In every century, including the current one, the very idea of America has been challenged--from its formation in the 18th century, borne out of Revolution against colonial rule, to the preservation of our Union in the 19th century following our bloody Civil War resulting in the defeat of human slavery, to our rise in the 20th century as leader of the free nations following the defeat of tyranny. Now in this 21st-century – when I had hoped for an era of peace -- 9/11 occurred. Instead our nation has entered into the most protracted wars in US history, largely in oil-rich desert regions and territories where no coherent governing structure exists. Our formerly oil-dependent existence is transforming into energy independence here at home, essential to our security.
General James Mattis well framed the added growing national security challenges of a new resource challenged era saying that “the effects of a changing climate — such as increased maritime access to the Arctic, rising sea levels, desertification, among others — greatly impact our security situation.”
As we move deeper into this 21st Century, our aspirations to meet new global challenges of population growth, resource limits, and carbon emissions must be no less wise.
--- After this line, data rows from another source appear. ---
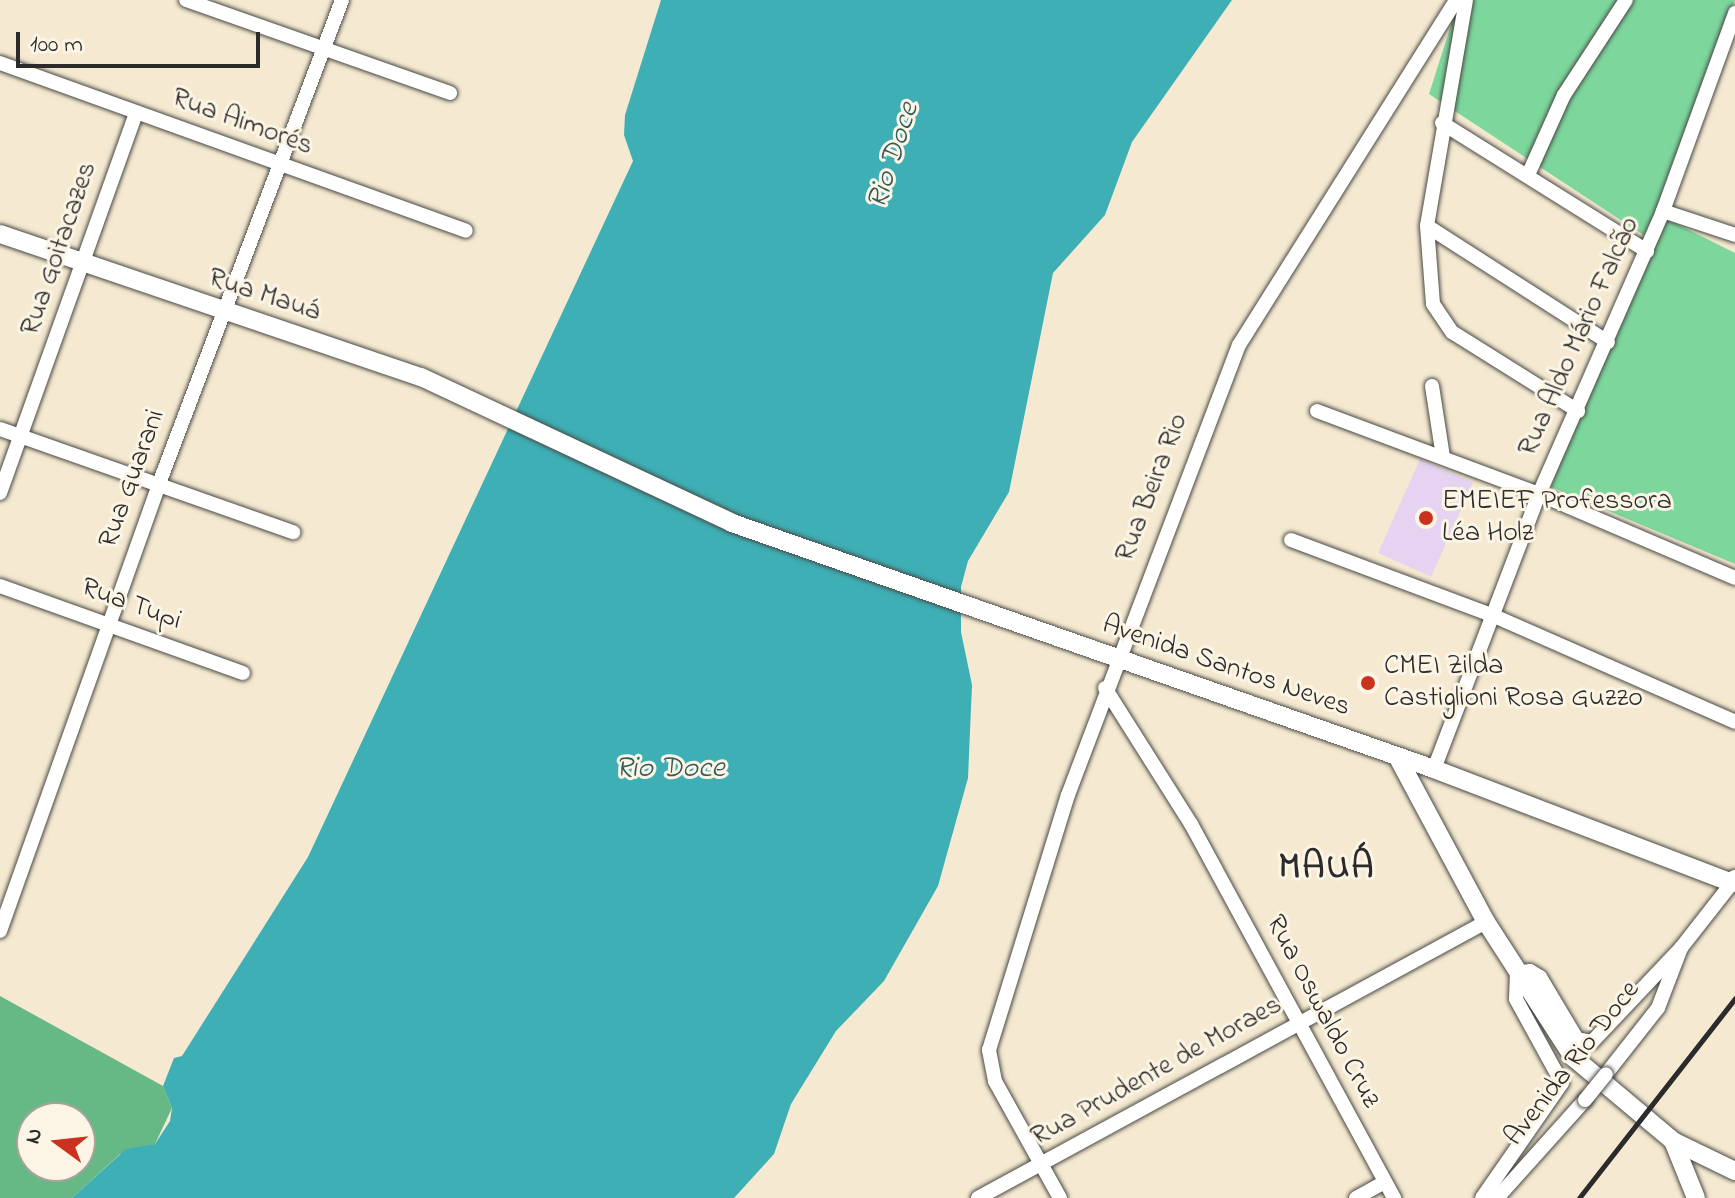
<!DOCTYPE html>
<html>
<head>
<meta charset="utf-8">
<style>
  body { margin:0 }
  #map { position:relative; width:1735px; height:1198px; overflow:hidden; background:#f5ead1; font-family:"Indie Flower",sans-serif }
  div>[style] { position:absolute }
  .built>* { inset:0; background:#e5d3f1; transform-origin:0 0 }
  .green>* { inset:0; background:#7dd79d }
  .forest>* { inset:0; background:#66b884 }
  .water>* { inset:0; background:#3eafb5 }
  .roads { filter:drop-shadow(0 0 2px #494844) drop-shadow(0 0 2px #494844) }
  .minor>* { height:14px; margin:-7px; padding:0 7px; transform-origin:7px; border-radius:7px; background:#fff }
  .tertiary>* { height:18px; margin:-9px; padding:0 9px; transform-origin:9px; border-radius:9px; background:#fff }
  .rail>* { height:5px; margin:-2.5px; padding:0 2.5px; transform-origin:2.5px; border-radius:2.5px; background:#2b2b2b }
  .bridges { filter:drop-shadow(0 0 2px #494844) drop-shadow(0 0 2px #494844) }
  .minor-bridge>* { height:14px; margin:-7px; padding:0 7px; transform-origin:7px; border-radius:7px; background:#fff }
  .dots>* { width:22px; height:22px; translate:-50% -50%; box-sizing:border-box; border:4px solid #fcf5e5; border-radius:50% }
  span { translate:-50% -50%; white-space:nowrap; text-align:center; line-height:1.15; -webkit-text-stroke:6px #fcf5e5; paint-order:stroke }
  .street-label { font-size:28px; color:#2b2b2b }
  .poi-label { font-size:28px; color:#2b2b2b }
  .left { translate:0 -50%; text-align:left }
  .water-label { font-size:30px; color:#32595b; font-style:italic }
  .district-label { font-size:36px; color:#2b2b2b; font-weight:700; letter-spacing:2px }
  .north { position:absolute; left:16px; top:1102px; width:80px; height:80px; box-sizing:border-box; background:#fcf5e5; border:2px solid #a8a49b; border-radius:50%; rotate:285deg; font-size:22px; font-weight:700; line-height:32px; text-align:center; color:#2b2b2b }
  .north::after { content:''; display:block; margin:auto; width:28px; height:36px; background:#c8321e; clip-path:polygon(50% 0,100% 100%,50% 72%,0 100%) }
  .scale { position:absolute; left:16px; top:32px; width:244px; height:36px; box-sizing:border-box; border:4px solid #2b2b2b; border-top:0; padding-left:10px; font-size:24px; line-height:28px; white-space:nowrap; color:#2b2b2b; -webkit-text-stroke:6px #fcf5e5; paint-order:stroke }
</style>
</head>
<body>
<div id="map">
  <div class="built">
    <div style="left:1420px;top:459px;width:58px;height:103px;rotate:24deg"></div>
  </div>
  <div class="green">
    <div style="clip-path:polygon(1459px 0,1735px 0,1658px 223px,1669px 220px,1735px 253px,1735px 564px,1551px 487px,1648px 238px,1429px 94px)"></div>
  </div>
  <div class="forest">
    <div style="clip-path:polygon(evenodd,0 996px,163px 1086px,172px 1108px,155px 1144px,120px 1154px,72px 1198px,0 1198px,0 996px,32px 1118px,80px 1118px,80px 1166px,32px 1166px,32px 1118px)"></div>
  </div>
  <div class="water">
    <div style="clip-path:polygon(661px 0,1232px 0,1132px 142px,1105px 215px,1053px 273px,1009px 492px,968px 561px,961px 587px,961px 632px,972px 685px,968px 778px,938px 886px,884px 981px,836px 1031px,791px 1104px,774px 1154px,734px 1198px,72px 1198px,126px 1149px,155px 1144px,170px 1121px,172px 1108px,163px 1086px,174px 1058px,182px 1056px,308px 857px,633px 161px,624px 135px,625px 115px)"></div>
  </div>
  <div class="roads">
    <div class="minor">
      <div style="left:186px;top:0;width:280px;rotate:19.4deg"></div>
      <div style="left:1466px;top:0;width:229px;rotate:99.8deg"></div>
      <div style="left:1427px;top:226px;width:78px;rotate:85.6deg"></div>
      <div style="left:1433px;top:304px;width:34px;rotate:56deg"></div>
      <div style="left:1452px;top:332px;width:149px;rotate:32.1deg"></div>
      <div style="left:0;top:63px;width:495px;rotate:19.8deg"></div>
      <div style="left:1442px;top:123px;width:242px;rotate:32deg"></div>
      <div style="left:1528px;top:175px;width:88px;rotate:-65.8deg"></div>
      <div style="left:1564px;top:95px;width:113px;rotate:-56.9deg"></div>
      <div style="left:1663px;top:211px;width:76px;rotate:18.4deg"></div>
      <div style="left:1427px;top:226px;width:215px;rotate:32.7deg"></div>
      <div style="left:1432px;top:386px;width:72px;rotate:81.2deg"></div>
      <div style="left:1317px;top:411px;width:237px;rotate:20.5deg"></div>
      <div style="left:1539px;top:494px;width:213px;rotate:23.2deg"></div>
      <div style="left:0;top:429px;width:311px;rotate:19.4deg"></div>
      <div style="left:0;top:493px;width:404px;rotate:-70.3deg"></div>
      <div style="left:1291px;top:540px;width:217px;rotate:20.5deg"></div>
      <div style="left:1494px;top:616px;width:263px;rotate:23.7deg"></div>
      <div style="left:0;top:586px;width:258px;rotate:19.7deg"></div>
      <div style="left:1105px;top:688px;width:161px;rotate:57.7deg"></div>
      <div style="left:1191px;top:824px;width:426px;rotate:61.5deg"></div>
      <div style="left:1434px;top:769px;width:294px;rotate:-69.1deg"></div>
      <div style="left:1539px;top:494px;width:309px;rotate:-66.3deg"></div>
      <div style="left:1663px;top:211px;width:211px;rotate:-70deg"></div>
      <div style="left:0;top:931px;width:478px;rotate:-70.4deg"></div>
      <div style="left:160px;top:481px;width:514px;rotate:-69.27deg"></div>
      <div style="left:1606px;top:1074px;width:84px;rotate:-51.8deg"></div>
      <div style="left:1658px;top:1008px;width:64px;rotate:-69deg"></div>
      <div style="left:1681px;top:948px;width:83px;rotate:-51.9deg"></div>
      <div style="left:978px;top:1198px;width:578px;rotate:-28.52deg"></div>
      <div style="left:1060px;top:1198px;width:134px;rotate:-119.1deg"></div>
      <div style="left:995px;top:1081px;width:32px;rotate:-101deg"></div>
      <div style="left:989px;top:1050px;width:267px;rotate:-72.8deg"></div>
      <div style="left:1068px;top:795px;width:481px;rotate:-69.2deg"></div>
      <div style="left:1239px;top:345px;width:408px;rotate:-57.8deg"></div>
      <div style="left:1356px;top:1198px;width:33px;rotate:-29deg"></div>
      <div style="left:1482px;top:1198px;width:140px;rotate:-55.2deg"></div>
      <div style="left:1562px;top:1083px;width:96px;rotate:-118.7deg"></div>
      <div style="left:1516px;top:999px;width:26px;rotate:-88deg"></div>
      <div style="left:1517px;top:973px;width:13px;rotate:-9deg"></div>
      <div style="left:1530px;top:971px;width:12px;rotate:31deg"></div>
      <div style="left:1540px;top:977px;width:72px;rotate:59.2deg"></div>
      <div style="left:1577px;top:1039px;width:15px;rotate:11deg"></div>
      <div style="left:1592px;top:1042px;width:129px;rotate:-46.6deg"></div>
      <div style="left:1497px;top:1198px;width:132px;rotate:-48.1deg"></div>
    </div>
    <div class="tertiary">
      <div style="left:0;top:234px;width:445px;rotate:18.8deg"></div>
      <div style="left:421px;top:377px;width:344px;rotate:25.1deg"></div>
      <div style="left:732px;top:523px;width:744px;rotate:19.31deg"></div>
      <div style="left:1434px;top:769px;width:319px;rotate:20.9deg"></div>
      <div style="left:1732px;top:883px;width:5px;rotate:-53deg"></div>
      <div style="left:1397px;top:756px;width:188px;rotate:61.8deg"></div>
      <div style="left:1486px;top:922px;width:161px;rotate:57.2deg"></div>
      <div style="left:1573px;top:1057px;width:131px;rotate:40deg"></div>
      <div style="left:1673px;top:1141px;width:69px;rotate:25.8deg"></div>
      <div style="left:1673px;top:1141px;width:61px;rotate:68deg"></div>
    </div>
  </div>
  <div class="rail">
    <div style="left:1579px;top:1198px;width:254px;rotate:-52deg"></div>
  </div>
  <div class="bridges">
    <div class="minor-bridge">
      <div style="left:1585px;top:1100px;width:33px;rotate:-51deg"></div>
    </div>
  </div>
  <div class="dots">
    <div style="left:1426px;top:518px;background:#c8321e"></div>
    <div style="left:1368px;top:683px;background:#c8321e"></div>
  </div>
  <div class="street-label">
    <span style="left:242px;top:123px;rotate:20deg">Rua Aimorés</span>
    <span style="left:60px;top:249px;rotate:-71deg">Rua Goitacazes</span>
    <span style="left:264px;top:296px;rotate:18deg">Rua Mauá</span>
    <span style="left:1580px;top:337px;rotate:-66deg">Rua Aldo Mário Falcão</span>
    <span style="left:133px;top:479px;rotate:-70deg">Rua Guarani</span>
    <span style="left:1153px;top:488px;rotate:-69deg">Rua Beira Rio</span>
    <span style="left:131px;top:605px;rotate:20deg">Rua Tupi</span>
    <span style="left:1226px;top:667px;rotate:19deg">Avenida Santos Neves</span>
    <span style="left:1322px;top:1012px;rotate:62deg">Rua Oswaldo Cruz</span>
    <span style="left:1573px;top:1064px;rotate:-52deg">Avenida Rio Doce</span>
    <span style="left:1157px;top:1072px;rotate:-29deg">Rua Prudente de Moraes</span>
  </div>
  <div class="poi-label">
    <span class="left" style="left:1442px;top:518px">EMEIEF Professora<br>Léa Holz</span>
    <span class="left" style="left:1384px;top:683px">CMEI Zilda<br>Castiglioni Rosa Guzzo</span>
  </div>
  <div class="water-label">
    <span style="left:894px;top:156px;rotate:-72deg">Rio Doce</span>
    <span style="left:670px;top:769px">Rio Doce</span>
  </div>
  <div class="district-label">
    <span style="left:1327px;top:869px">MAUÁ</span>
  </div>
  <div class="north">N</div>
  <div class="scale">100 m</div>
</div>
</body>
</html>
While the Greatest Generation saved the world from imperialist and later Soviet Communist tyranny, destructive specters of social conflicts of the 20th century remain. In the words of American author and historian Timothy Snyder, “The history of the Holocaust is not over. Its precedent is eternal, and its lessons have not yet been learned.”
Those divisive forces of religious, racial, ethnic, and tribal intolerance must be met and levelled in enforceable rules of law. For our inhabited world, the question will be whether those who love liberty can lead the world on an intelligent course to meet the future, or whether greater wars will result for challenged resources and unaddressed human conflicts. Our nation needs the post-World War II institutions of global order more than ever. Without them, humankind will descend to chaos.
In each Century, at each testing, and at great human cost, liberty triumphed. So today, in grateful memory, of those who gave their lives for liberty, let us rededicate and unify our nation in common cause. With like-minded Allies, on this Memorial Day of 2019, let each American today recommit to carry forward liberty’s legacy of protecting and defending it, recalling the rousing words in the poem Ulysses: “one equal temper of heroic hearts...strong in will to strive, to seek, to find, and not to yield.” Onward liberty!